車体断面と構造は22000系「ACE」と同様である。側面窓は連続ガラスの外はめ式であり、特にモ23200形の側面は縦1m×横2mの大きな窓となっている。外板塗装は上半分が太陽のイメージでサンシャインイエロー、下半分がクリスタルホワイト、裾は砂浜をイメージしたグレイッシュサンドが塗られ、境目は海をイメージしたアクアブルーの細い帯が引かれている[4]。モ21400形のトイレ寄りの車体側面にはISLのイニシャルを縦のストライプであしらったロゴタイプが白色で描かれている。行先表示器は側面の乗降扉脇にのみ設置されている。乗降扉は22000系と同様の案内レール式のプラグドアを採用している。

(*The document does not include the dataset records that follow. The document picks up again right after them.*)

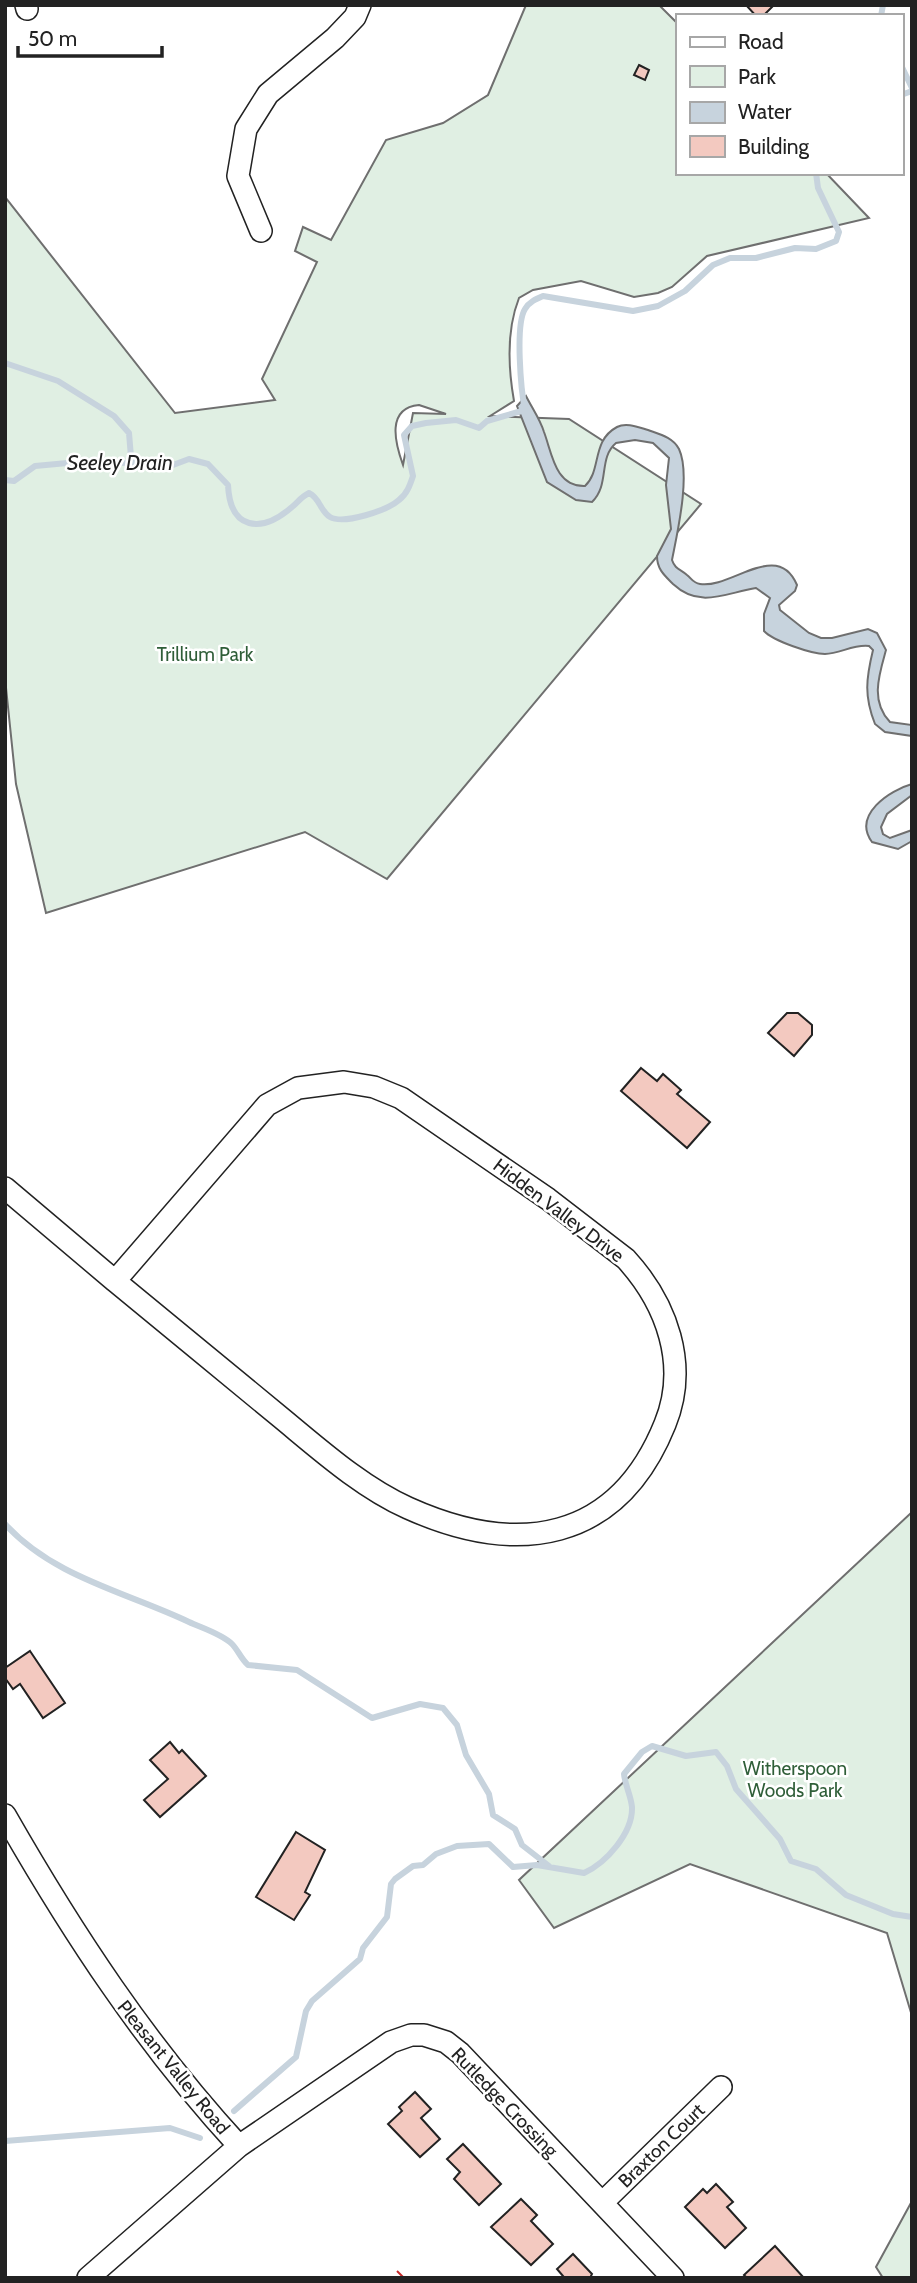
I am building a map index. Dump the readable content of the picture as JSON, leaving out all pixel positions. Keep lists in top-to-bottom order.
{
  "streets": {
    "street": [
      "Hidden Valley Drive",
      "Pleasant Valley Road",
      "Rutledge Crossing",
      "Braxton Court"
    ]
  },
  "crossings": [
    ["Pleasant Valley Road", "Rutledge Crossing"],
    ["Rutledge Crossing", "Braxton Court"]
  ],
  "water": ["Seeley Drain"],
  "parks": ["Trillium Park", "Witherspoon Woods Park"],
  "legend": [
    "Road",
    "Park",
    "Water",
    "Building"
  ],
  "scale_bar": "50 m"
}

特別車両であるデラックスカー、サロンカーの客用扉付近には専用マークがプリントされる。デラックスカーは21000系と同一のDSマークだが、サロンカーは「SALOON SETAS」の頭文字をデフォルメしたSSマークが新たに採用された。
[編集] 車体装飾
2007年10月9日から2008年2月頃まで、近鉄特急運転開始60周年を記念して、車体側面にイラストレーター・黒田征太郎がデザインした特製ロゴマークを側面に貼付していた。
[編集] 車両性能
制御方式は22000系に引き続きVVVFインバータを採用したが、22000系の全電動車方式に対し、固定編成であることや製造コストの面から両先頭車はモーターなしとしている。1台の制御装置(三菱電機製)で4台(1両分)の主電動機(三菱電機製MB-5056Aかご形三相誘導電動機 出力200kW[5])を制御する1C4M方式を採用し、これを電動車に2両分をまとめて1台のケースに収納した上で搭載している。歯車比は19:82 (4.32)[5] である。

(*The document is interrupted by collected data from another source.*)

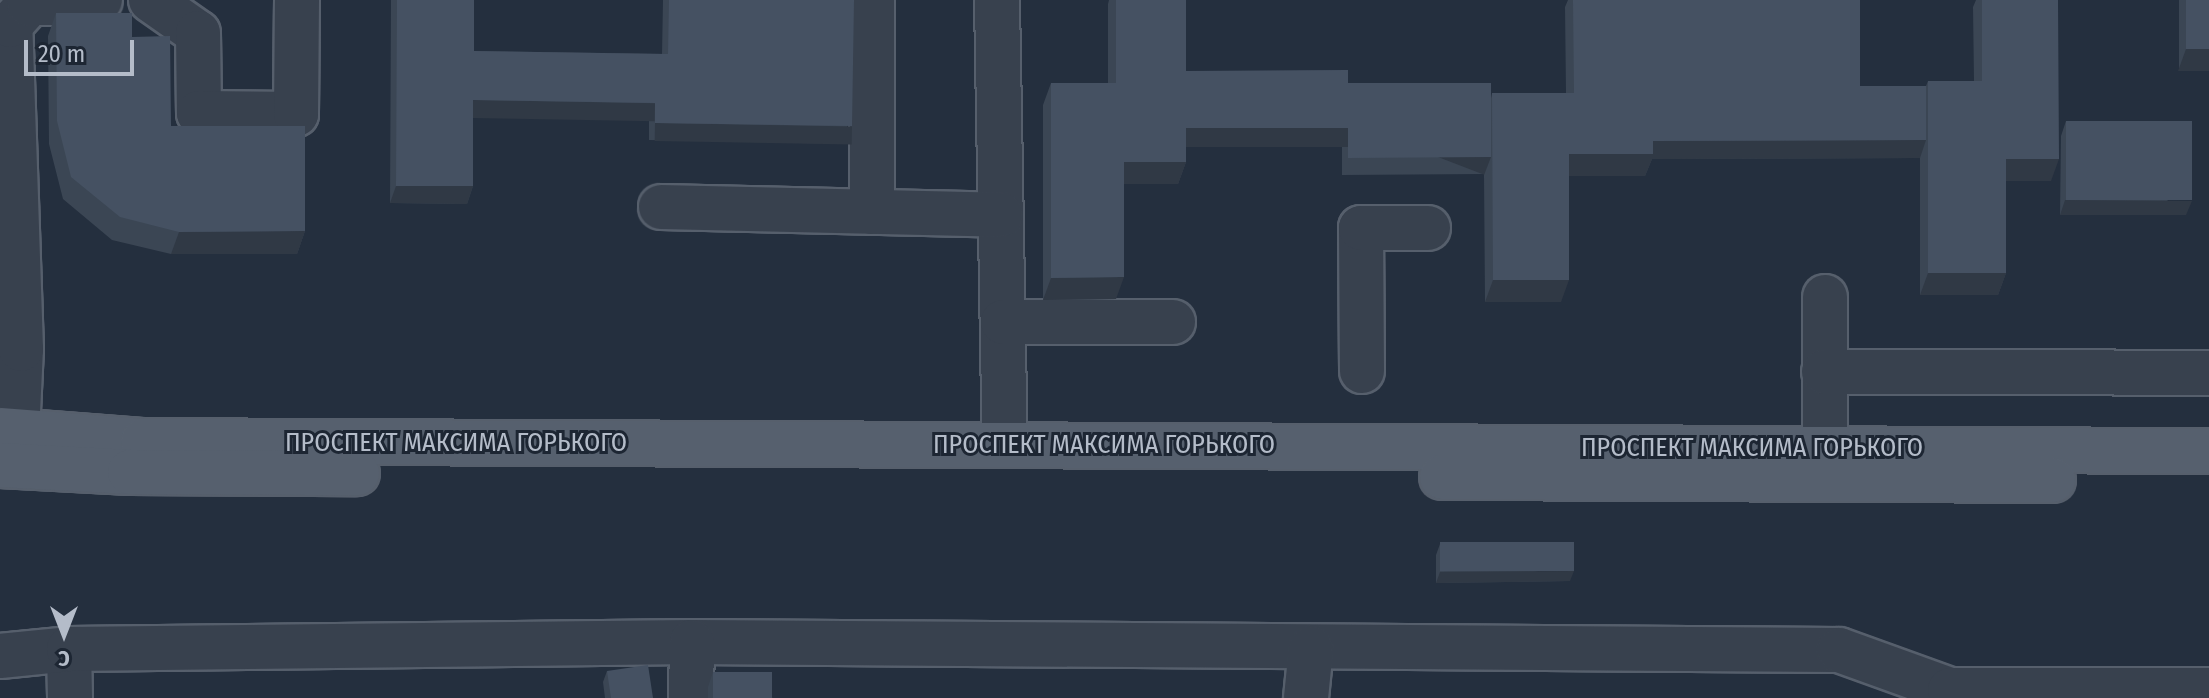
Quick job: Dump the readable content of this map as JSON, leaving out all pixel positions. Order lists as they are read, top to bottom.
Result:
{
  "streets": {
    "main road": ["ПРОСПЕКТ МАКСИМА ГОРЬКОГО"]
  },
  "scale_bar": "20 m",
  "north": "bottom"
}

ブレーキ装置は回生ブレーキ併用電気指令式空気ブレーキ (K-EBS3)[5] で、緊急時には電磁直通ブレーキ (HSC-D) の車両との連結が可能なように読み替え装置も設置している。抑速ブレーキも回生ブレーキであるが、フェイルセーフの観点から回生失効した際には発生した電力を架線ではなく抵抗器に流す発電ブレーキに切り替わるシステムを採用しており、両先頭車に抵抗器が搭載されている。
起動加速度は2.5km/h/s。最高速度は130km/h。大阪線西青山駅 - 東青山駅間の新青山トンネル内22.8‰上り勾配においても均衡速度130km/hでの走行を可能とし、33‰上り勾配区間においての均衡速度は120km/h、架線電圧10%減・定員乗車条件でも均衡速度116km/hの走行性能を確保している。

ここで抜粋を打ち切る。